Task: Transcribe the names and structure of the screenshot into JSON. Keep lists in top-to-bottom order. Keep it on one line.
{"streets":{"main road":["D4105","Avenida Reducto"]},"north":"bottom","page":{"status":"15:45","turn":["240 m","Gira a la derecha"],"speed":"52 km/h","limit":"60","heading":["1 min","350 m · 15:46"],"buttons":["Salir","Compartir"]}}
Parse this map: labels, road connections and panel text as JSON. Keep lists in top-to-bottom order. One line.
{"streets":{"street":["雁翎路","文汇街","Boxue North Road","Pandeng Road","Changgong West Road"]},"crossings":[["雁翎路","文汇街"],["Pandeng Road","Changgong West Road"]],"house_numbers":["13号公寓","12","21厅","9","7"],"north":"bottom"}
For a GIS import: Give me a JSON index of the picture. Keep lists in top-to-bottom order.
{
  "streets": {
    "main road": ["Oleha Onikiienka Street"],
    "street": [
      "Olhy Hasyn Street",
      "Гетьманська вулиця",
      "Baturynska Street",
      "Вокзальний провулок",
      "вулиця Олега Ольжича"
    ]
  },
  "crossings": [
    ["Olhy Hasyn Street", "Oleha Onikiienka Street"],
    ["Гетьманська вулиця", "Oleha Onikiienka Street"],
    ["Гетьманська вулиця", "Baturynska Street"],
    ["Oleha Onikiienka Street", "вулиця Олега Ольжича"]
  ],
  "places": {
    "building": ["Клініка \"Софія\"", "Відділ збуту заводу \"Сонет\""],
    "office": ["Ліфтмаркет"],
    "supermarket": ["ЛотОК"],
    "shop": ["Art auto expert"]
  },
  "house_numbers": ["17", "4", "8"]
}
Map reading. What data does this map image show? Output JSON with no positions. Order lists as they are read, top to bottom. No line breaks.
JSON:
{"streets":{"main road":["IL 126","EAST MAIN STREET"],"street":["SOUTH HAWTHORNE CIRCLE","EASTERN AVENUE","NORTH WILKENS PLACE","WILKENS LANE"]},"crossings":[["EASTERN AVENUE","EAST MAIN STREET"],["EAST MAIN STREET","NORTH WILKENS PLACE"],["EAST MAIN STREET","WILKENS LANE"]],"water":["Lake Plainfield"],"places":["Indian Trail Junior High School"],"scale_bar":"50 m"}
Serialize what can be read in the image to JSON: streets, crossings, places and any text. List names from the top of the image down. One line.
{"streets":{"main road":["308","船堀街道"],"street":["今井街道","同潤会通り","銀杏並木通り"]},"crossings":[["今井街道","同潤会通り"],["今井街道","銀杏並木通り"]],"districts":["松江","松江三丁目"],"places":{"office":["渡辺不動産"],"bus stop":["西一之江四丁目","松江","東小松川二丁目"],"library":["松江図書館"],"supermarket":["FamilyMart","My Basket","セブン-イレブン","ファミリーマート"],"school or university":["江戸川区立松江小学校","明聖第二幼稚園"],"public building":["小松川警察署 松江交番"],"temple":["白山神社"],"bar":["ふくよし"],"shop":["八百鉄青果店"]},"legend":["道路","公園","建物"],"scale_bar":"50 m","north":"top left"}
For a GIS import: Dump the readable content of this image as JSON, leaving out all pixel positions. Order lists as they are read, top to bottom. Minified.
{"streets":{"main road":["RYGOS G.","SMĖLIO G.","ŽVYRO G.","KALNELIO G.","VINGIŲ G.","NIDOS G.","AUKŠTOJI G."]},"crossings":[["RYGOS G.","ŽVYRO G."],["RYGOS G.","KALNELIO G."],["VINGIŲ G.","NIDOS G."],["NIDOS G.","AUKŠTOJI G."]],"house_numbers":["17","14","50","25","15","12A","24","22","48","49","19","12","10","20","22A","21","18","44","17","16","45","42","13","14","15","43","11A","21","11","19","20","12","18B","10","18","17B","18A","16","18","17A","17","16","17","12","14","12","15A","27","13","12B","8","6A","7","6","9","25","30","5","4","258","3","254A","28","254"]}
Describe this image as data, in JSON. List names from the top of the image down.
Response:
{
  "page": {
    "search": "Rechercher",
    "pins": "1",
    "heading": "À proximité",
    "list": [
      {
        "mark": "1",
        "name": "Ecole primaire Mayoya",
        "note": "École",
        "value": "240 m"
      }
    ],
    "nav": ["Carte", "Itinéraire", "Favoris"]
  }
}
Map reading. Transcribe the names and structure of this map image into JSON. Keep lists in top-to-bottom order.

◇ ◇ ◇

Aim of the exercise => Scan the material for lines holding the word "data", count them, and give the result alone.

Finished task => 2